## 1. Introduction

Analysing hydrological signals such as precipitation and runoff can give significant information about the past and future variability of hydrological and climatic regimes. This is very important for planning and management of water resources. Therefore, there is increasing interest in the analysis of past hydrological and climatic variables.

Statistical methods such as spectral analysis and Fourier transform (FT) assume that the signal is stationary and its statistic does not change with time (Drago and Boxall, 2002). They cannot take into account temporal evolution of a signal. However, hydro-meteorological time series are natural and generally change their statistical characteristics in time. The wavelet transform is a mathematical tool that provides a time-scale representation of a signal in the time domain (Daubechies, 1990; Polikar, 1999). It is a useful tool for non-stationary processes such as hydrological time series (Pisoft *et al.*, 2004).

Recently, there has been growing interest in wavelet analysis in water resources and meteorology. Wavelet transforms were employed for streamflow characterization (Smith *et al.*, 1998), for defining the relationship between the southern oscillation index (SOI) and the Indian Summer Monsoon (Kulkarni, 2000), for founding relationship between the North Atlantic oscillation (NAO) and sea level changes (Yan *et al.*, 2004), for studying El-Nino southern oscillation (Torrence and Compo, 1998) and for defining inter-decadal and inter-annual characteristics of rainfall and precipitations (Lu, 2002; Xingang *et al.*, 2003; Penalba and Vargas, 2004). Wavelet transforms are useful tools especially for defining connections between hydro-meteorological variables. Wavelet analysis of precipitation and runoff series can give meaningful information regarding the temporal variability of the rainfall–runoff relationship. Labat *et al.* (2000) researched rainfall–runoff relations by using wavelet and multi-resolution analyses. In their study, the proposed methods were applied to weekly, daily and half-hourly data. They carried out useful investigations regarding the relationship of rainfall–runoff in France. Nakken (1999) studied continuous wavelet transform (CWT) for exploring the temporal variability of rainfall and runoff. He used the rainfall and runoff records from South Wales. He also researched the influence of SOI on the rainfall–runoff records. His study showed a strong relationship between the SOI and the rainfall with a dominant frequency of SOI at 27 months. Drago and Boxall (2002) researched the relationship between sea level variability and meteorological parameters of Malta. Atmosphere parameters (wind speed, direction, air pressure, temperature, relative humidity and solar radiation) and hourly averaged sea levels were decomposed by discrete wavelet transform (DWT). The decomposed series at different levels were compared with other one. Their wavelet analysis results present significant evidences between sea level variability and meteorological parameter variability.

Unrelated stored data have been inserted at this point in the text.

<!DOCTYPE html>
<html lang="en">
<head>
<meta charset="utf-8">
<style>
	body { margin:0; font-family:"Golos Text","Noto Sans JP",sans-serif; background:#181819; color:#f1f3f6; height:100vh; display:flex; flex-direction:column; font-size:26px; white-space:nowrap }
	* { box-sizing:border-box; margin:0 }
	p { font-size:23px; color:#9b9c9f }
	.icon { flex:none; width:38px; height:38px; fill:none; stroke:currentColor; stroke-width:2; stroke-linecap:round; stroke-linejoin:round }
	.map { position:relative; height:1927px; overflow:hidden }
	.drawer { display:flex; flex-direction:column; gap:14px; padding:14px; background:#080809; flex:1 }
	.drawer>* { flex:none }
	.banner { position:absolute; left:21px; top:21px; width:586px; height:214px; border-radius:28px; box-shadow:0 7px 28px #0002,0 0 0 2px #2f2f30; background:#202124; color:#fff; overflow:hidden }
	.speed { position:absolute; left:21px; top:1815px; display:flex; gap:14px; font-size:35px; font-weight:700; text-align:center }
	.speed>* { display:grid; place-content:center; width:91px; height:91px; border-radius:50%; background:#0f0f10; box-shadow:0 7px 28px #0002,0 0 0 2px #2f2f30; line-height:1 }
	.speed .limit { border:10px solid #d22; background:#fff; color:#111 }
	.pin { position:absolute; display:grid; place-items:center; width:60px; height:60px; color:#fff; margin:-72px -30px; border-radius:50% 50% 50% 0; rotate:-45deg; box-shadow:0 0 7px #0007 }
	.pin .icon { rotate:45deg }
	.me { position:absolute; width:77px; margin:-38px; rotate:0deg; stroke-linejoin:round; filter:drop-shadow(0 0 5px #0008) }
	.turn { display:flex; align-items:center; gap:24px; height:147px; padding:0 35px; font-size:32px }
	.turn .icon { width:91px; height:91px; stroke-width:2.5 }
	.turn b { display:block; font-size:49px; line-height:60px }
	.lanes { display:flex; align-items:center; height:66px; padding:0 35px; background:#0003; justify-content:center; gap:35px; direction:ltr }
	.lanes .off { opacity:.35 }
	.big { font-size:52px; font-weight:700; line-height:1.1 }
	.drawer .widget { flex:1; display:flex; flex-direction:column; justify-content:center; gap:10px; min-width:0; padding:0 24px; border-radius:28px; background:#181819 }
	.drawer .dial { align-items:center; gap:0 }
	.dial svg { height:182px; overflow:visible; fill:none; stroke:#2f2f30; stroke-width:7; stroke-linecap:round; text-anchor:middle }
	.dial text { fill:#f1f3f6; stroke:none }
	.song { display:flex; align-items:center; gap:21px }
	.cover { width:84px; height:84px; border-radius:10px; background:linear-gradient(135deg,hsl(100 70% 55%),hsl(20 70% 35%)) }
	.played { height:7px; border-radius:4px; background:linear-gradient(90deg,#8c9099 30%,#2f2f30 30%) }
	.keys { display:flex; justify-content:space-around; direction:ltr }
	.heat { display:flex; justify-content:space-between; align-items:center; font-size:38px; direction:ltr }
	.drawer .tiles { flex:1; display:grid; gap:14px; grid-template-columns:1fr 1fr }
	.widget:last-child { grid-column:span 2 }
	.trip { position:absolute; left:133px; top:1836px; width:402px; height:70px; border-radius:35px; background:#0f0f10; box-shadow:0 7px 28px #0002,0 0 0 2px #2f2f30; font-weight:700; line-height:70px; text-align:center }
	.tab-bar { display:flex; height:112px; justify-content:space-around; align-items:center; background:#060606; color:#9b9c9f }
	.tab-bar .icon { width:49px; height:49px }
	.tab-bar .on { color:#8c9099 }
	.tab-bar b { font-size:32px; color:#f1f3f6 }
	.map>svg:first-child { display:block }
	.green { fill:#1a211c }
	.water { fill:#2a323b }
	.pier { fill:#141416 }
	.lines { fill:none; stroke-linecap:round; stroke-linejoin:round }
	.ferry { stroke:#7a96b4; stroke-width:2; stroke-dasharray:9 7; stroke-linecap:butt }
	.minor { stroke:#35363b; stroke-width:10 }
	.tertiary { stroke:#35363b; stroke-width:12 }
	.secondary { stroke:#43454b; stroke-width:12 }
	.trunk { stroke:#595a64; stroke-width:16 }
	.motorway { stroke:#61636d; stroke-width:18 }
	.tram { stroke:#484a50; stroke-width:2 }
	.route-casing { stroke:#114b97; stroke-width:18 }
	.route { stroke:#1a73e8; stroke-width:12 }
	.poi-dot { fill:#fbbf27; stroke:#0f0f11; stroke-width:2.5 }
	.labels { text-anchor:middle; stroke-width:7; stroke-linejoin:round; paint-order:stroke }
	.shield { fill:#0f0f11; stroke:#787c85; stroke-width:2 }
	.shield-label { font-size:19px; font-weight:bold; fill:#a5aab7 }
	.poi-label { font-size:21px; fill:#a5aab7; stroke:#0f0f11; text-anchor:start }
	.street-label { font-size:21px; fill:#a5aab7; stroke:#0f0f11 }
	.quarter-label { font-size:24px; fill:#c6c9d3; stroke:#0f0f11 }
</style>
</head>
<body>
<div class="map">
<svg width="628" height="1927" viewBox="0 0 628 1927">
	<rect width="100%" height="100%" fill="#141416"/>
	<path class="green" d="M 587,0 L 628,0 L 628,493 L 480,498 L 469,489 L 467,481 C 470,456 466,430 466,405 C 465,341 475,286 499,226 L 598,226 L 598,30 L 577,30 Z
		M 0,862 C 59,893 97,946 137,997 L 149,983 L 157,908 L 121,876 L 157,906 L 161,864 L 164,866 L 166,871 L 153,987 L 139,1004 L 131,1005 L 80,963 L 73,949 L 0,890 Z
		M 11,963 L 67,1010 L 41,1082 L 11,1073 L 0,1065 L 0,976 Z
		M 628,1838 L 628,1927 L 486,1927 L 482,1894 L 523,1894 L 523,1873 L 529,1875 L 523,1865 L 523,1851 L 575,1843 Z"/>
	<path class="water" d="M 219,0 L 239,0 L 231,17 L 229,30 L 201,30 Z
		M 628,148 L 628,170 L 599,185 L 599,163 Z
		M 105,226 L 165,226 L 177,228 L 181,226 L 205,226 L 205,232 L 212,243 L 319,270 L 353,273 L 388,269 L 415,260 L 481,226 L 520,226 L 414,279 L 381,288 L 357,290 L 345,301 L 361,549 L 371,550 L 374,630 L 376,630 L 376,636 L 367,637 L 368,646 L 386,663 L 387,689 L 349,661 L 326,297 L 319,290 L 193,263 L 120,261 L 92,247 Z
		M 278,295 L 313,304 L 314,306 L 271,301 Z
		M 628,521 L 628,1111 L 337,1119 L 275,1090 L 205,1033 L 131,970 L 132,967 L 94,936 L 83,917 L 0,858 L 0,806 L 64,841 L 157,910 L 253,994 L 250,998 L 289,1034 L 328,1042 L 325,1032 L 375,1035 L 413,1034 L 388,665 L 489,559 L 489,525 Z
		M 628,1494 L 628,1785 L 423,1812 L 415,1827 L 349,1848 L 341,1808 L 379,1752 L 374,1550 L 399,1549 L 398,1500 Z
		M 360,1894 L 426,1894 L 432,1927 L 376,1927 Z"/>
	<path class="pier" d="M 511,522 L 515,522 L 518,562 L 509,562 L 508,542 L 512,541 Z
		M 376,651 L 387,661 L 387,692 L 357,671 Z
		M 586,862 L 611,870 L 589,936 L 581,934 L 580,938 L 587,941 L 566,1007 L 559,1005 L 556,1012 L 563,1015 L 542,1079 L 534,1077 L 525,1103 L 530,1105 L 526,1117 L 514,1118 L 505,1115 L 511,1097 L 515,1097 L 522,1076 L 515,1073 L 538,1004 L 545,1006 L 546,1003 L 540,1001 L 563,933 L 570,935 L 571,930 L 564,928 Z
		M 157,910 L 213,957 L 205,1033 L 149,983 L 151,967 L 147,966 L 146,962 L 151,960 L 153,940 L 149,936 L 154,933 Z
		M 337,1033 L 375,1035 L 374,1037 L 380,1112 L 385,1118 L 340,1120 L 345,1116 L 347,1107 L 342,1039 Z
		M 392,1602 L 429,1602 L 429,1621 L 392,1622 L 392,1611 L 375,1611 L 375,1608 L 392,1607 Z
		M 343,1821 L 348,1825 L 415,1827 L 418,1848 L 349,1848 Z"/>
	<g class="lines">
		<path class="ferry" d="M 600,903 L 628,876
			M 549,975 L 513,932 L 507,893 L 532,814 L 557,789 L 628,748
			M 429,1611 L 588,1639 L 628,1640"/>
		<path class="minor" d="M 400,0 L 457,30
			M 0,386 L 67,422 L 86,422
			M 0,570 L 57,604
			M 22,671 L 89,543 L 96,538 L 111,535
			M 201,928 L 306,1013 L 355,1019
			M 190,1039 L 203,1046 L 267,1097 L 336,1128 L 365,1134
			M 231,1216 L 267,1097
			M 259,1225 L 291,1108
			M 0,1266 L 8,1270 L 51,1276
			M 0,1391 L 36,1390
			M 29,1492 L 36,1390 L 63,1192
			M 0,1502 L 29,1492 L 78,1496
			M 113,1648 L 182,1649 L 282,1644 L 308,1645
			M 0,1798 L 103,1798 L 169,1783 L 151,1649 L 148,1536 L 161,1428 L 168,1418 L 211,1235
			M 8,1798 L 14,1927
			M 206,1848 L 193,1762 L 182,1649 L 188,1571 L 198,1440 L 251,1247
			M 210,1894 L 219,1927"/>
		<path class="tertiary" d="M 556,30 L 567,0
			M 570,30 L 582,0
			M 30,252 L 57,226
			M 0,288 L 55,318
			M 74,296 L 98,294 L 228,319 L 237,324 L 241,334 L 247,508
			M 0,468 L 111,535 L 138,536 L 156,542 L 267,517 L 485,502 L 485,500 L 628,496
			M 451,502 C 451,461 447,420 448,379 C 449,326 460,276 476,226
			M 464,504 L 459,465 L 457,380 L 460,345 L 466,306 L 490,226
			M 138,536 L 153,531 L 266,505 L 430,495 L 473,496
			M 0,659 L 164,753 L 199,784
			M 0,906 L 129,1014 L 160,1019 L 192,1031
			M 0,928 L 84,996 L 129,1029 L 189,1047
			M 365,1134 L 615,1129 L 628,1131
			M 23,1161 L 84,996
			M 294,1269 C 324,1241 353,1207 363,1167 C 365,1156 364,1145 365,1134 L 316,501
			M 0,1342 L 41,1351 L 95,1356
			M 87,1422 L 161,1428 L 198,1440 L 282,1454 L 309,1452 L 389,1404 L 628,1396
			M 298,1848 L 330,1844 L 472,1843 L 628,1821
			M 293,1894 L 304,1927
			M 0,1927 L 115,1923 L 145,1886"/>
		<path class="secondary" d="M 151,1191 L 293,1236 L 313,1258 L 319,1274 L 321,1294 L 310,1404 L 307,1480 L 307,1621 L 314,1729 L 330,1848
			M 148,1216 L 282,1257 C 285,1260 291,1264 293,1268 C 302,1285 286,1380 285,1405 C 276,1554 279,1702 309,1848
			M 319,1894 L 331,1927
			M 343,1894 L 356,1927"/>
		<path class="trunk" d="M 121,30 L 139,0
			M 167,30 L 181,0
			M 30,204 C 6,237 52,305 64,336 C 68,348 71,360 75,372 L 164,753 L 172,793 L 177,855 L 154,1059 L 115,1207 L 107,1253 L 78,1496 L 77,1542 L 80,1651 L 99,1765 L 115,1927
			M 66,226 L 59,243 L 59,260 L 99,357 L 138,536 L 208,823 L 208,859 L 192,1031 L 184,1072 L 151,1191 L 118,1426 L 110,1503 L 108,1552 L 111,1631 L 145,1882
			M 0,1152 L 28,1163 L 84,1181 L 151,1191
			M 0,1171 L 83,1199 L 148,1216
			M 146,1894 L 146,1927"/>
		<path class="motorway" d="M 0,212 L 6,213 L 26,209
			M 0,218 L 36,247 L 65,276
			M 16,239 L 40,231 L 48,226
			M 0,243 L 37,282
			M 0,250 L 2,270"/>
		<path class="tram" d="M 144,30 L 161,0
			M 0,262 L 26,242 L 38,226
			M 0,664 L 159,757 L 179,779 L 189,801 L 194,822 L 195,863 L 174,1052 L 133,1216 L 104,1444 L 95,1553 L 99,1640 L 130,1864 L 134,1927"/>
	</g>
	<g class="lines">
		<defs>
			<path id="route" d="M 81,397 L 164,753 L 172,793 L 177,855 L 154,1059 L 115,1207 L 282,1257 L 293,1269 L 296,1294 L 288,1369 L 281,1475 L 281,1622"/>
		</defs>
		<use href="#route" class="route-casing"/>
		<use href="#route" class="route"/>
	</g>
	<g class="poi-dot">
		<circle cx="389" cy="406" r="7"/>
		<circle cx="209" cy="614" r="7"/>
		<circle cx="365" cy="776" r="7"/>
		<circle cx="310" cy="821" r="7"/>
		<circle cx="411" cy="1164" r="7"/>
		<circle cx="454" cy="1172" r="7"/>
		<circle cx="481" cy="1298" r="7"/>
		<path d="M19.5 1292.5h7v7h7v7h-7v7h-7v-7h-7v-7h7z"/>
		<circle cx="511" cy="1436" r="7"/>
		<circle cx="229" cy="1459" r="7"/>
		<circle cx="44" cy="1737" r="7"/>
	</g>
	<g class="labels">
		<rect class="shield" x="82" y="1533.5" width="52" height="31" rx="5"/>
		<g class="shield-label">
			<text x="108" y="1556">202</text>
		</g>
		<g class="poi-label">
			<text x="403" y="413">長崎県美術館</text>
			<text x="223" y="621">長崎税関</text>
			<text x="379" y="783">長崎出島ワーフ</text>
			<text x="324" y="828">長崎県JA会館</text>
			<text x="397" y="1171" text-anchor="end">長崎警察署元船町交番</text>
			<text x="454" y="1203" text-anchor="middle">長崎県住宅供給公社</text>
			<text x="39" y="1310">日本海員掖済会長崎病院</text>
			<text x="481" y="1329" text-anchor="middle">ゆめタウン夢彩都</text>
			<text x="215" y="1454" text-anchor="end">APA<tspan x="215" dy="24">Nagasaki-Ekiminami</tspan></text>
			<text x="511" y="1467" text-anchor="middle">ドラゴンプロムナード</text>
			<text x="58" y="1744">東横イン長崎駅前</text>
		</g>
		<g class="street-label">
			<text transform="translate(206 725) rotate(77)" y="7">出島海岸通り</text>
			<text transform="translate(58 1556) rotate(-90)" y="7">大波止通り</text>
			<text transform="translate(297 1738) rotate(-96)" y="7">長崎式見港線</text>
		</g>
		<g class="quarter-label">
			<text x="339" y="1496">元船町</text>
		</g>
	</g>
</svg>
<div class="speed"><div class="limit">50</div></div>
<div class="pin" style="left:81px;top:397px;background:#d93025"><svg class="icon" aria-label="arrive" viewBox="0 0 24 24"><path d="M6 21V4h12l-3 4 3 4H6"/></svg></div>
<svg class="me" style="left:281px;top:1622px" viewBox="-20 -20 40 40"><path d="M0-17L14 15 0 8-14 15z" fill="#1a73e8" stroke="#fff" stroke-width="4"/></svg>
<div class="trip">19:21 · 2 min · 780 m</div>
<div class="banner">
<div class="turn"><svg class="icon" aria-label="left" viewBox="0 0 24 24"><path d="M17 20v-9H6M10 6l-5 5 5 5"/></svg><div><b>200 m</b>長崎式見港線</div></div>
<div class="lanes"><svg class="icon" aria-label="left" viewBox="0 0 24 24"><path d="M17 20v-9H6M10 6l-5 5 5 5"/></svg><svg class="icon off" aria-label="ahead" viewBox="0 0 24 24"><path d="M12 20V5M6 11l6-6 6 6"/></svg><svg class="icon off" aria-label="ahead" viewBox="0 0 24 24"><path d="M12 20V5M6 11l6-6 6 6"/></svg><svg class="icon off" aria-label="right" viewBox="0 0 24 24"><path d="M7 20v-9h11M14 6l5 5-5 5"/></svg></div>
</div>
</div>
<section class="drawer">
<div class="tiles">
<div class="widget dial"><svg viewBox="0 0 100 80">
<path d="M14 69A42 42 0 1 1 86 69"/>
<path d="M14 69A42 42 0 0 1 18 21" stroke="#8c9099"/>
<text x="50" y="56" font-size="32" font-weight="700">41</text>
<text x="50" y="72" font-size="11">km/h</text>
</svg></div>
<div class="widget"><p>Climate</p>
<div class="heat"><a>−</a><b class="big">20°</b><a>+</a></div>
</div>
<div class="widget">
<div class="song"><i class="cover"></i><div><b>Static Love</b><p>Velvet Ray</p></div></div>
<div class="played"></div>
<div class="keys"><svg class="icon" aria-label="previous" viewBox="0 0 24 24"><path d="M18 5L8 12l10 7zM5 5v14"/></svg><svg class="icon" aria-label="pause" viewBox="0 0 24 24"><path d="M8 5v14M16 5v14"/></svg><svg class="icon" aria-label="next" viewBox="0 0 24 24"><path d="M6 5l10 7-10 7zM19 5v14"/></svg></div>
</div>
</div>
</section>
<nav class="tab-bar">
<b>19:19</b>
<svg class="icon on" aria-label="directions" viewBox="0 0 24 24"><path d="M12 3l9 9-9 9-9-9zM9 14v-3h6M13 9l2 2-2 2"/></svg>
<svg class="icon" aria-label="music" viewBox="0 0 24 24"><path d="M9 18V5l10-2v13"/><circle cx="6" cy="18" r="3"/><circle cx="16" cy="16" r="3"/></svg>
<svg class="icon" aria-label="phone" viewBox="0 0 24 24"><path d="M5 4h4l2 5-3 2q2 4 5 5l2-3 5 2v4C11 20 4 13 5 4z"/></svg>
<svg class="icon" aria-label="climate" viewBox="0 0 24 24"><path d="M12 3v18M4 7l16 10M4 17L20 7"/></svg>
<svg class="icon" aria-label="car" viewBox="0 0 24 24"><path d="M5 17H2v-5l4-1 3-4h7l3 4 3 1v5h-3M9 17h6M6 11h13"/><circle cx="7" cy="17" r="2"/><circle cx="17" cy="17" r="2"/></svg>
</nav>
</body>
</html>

The wavelet analysis was used to determine the non-stationary trends and periodicals in some studies (Jung *et al.*, 2002; Taleb and Druyan, 2003; Pisoft *et al.*, 2004). Taleb and Druyan (2003) determined a positive linear trend for two periodic bands. These bands include 3–5 day-periods and 5.5–9-day periods in rainfall series. Partal and Kucuk (2006) researched non-parametric trends on wavelet coefficients of measured precipitation series at distinct scales. These studies showed that wavelet transform is a useful tool to determine the linear or non-linear trend. Some statistical non-parametric tests, such as the Mann–Kendall test, were applied to detect the trend in Turkey's precipitation and streamflow records. Partal and Kahya (2006) showed that some decreasing trends were observed in Western Turkey (especially in the Aegean region). Kahya and Kalayci (2003) investigated downward trends in the records of rivers located in western Turkey. Similarly, Cıdızodlu *et al.* (2005) found decreasing trends in the annual mean and low flows in Turkey. Türkeş (1996) studied the Turkish annual rainfall data by using statistical tests for long-term trends and changes in runs of dry and wet years. He determined some significant trends with a downward direction. These studies show that trends detected in the flow and precipitation data of Turkey are generally found to be parallel to each other. Kalayci and Kahya (2005) researched streamflow variability and relationships between the streamflow and precipitation of Turkey by using principal component (PC) analysis. Significance correlations were determined between the first PCs of precipitation and streamflow. The wavelet technique was applied on the Turkey hydrological data in only a few studies but for different purposes except in the study by Partal and Kucuk (2006). This technique was used to simulate streamflow (Bayazıt *et al.*, 2001; Bayazıt and Aksoy, 2001), to simulate rainfall (Ünal *et al.*, 2004) and to forecast daily precipitation (Partal and Kisi, 2007).

This study aims to explore the periodical fluctuations and the relationship between precipitation and runoff in the Aegean region of Turkey. The CWTs and the DWTs were used to expose time-scale characteristics of the measured series. Furthermore, some statistical interpretation of the wavelet components was presented. In this study, the Aegean precipitation and runoff records were analysed for investigating their characteristics in long-term drought and inter-decadal changes. The Aegean hydrological data had showed strong decreasing trends in the past trend studies. Therefore, we selected the Aegean hydrologic data. Decreasing trends found in previous studies of Aegean precipitation and runoff data were also clarified by using wavelet transforms. The continuous wavelet analysis on Turkey hydro-meteorological data is a new research for studying periodicities and long-term variability.